Qual a relação entre a morte de tubarões e a produção de uma vacina para Covid-19?
Ativistas ambientais protestam contra farmacêuticas que usam esqualeno – óleo que pode ser obtido no fígado dos tubarões – para a criação de imunizantes contra o coronavírus.
Macacos, ratos e camundongos são animais já conhecidos por sua participação no desenvolvimento de vacinas. Eles são cruciais para os ensaios que confirmam se o candidato a imunizante de fato é seguro. Se tudo correr bem com os animais, os cientistas passam para os testes em humanos. O que poucos sabem é que animais podem servir mesmo após essa etapa. Tubarões, por exemplo, podem ser vitais para a produção de uma vacina – como a que está sendo buscada para a Covid-19, por exemplo.
Isso acontece porque esses grandes peixes produzem em seus fígados um composto orgânico chamado esqualeno. Ele costuma ser utilizado na formulação de cosméticos, como protetores solares, bases e loções, devido ao seu poder hidratante. No entanto, o óleo também é atrativo para a indústria farmacêutica, já que pode entrar na composição das vacinas na função de adjuvante. Os adjuvantes servem para melhorar a eficácia da vacina, estimulando uma resposta imune maior e precoce. É o Whey Protein dos imunizantes.
Atualmente, das 176 vacinas em ensaios clínicos e pré-clínicos, 17 delas usam adjuvantes. Alguns deles podem ser de origem vegetal, sendo extraídos do farelo de arroz, azeite de oliva ou gérmen de trigo, por exemplo. Mas um levantamento feito pela ONG americana Shark Allies (Aliados dos Tubarões, em português) indicou que pelo menos cinco destas levam óleo de fígado de tubarão.

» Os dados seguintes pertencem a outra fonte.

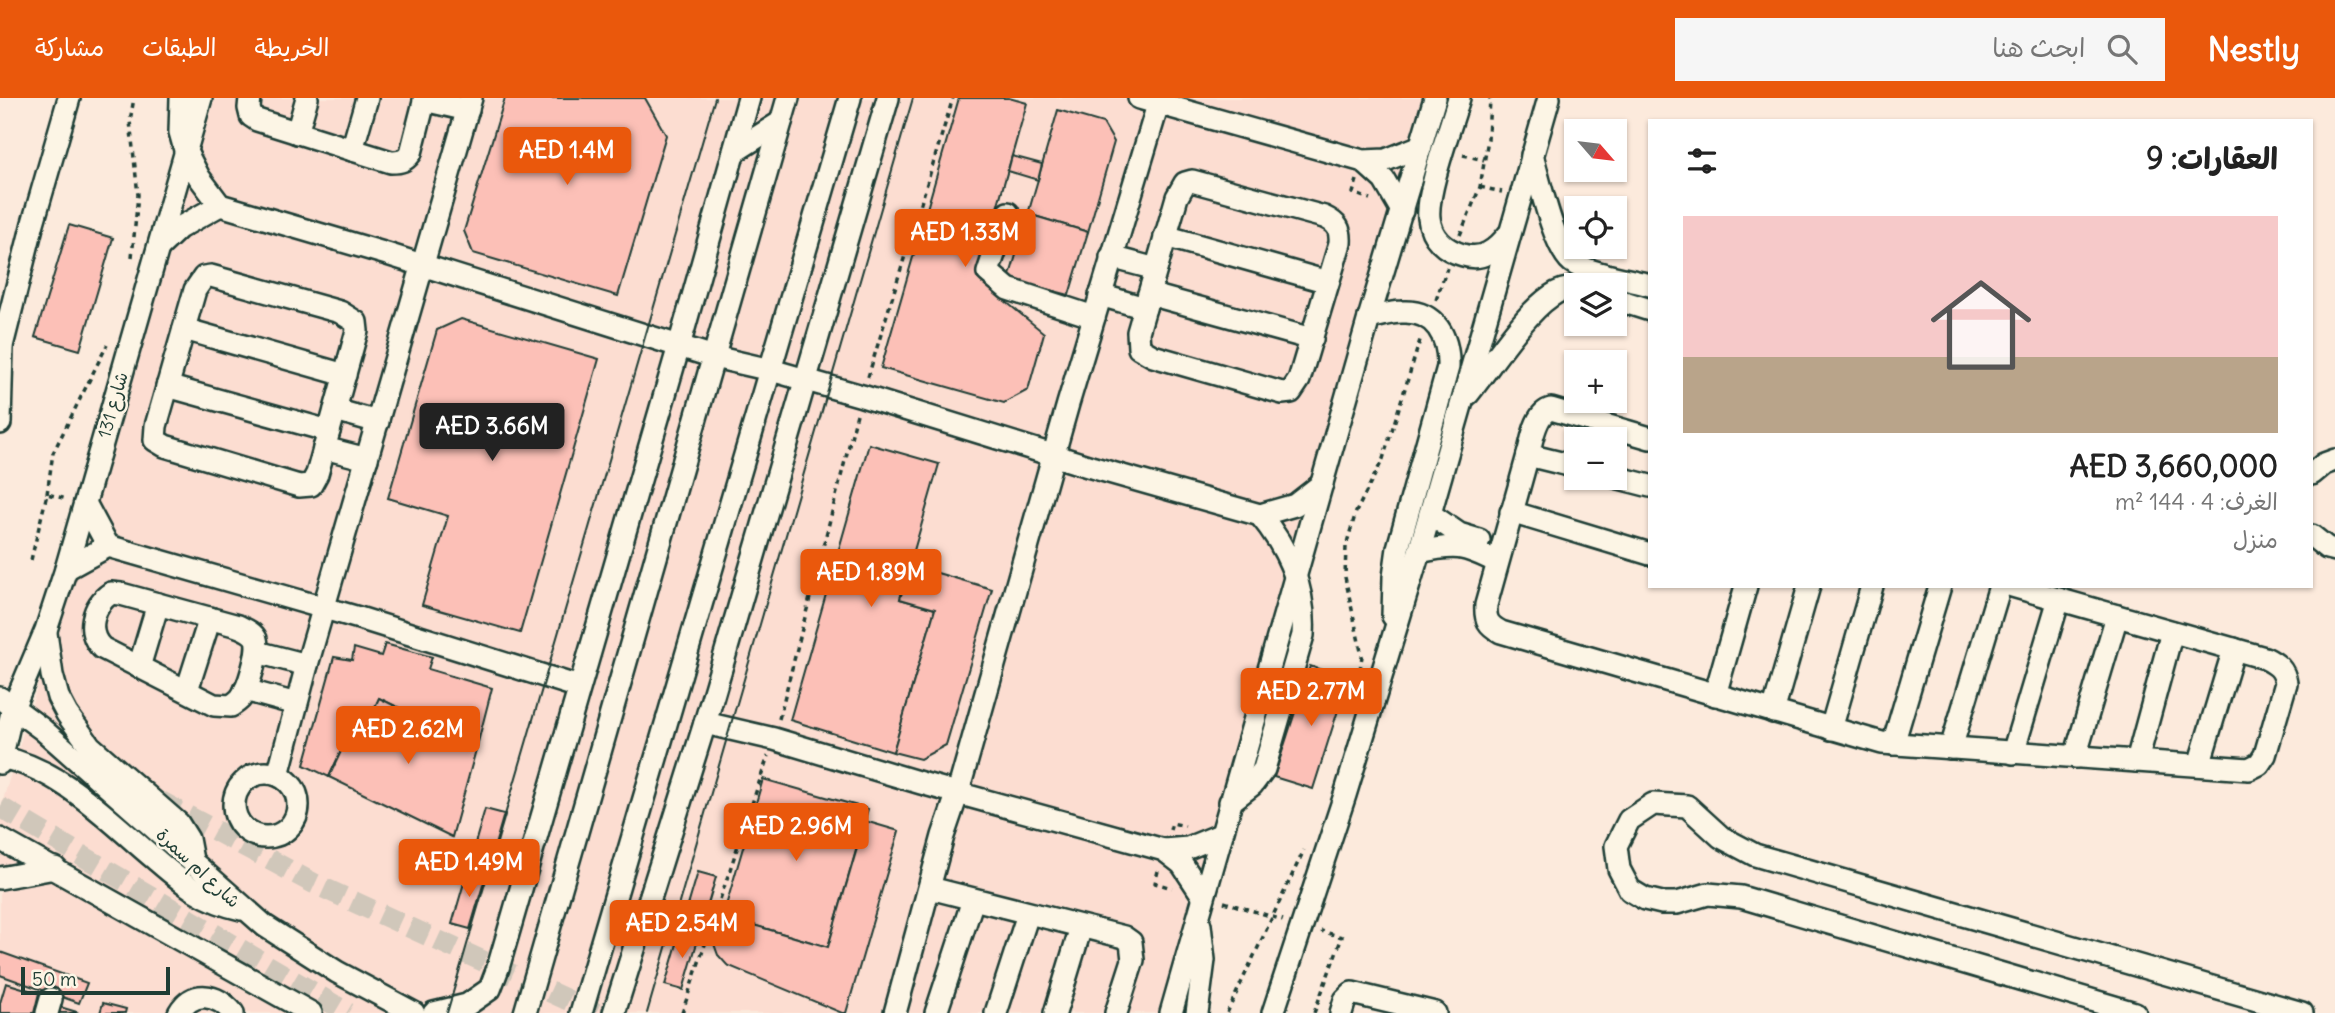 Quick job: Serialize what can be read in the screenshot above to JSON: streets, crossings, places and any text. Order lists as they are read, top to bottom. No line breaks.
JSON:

As consequências podem ser muito maiores do que o imaginado. A Universidade de Queensland (Austrália), em parceria com as empresas de bioterapia CSL Behring e Seqirus, está usando cerca de 9,75 miligramas de esqualeno por dose produzida de vacina contra o coronavírus. Em entrevista à Vice, representantes da Shark Allies estimaram que, se cada pessoa da Terra recebesse apenas uma dose, cerca de 249 mil tubarões precisariam ser abatidos. Considerando que podem ser necessárias duas doses para imunizar a população, o número dobra para quase meio milhão de tubarões mortos.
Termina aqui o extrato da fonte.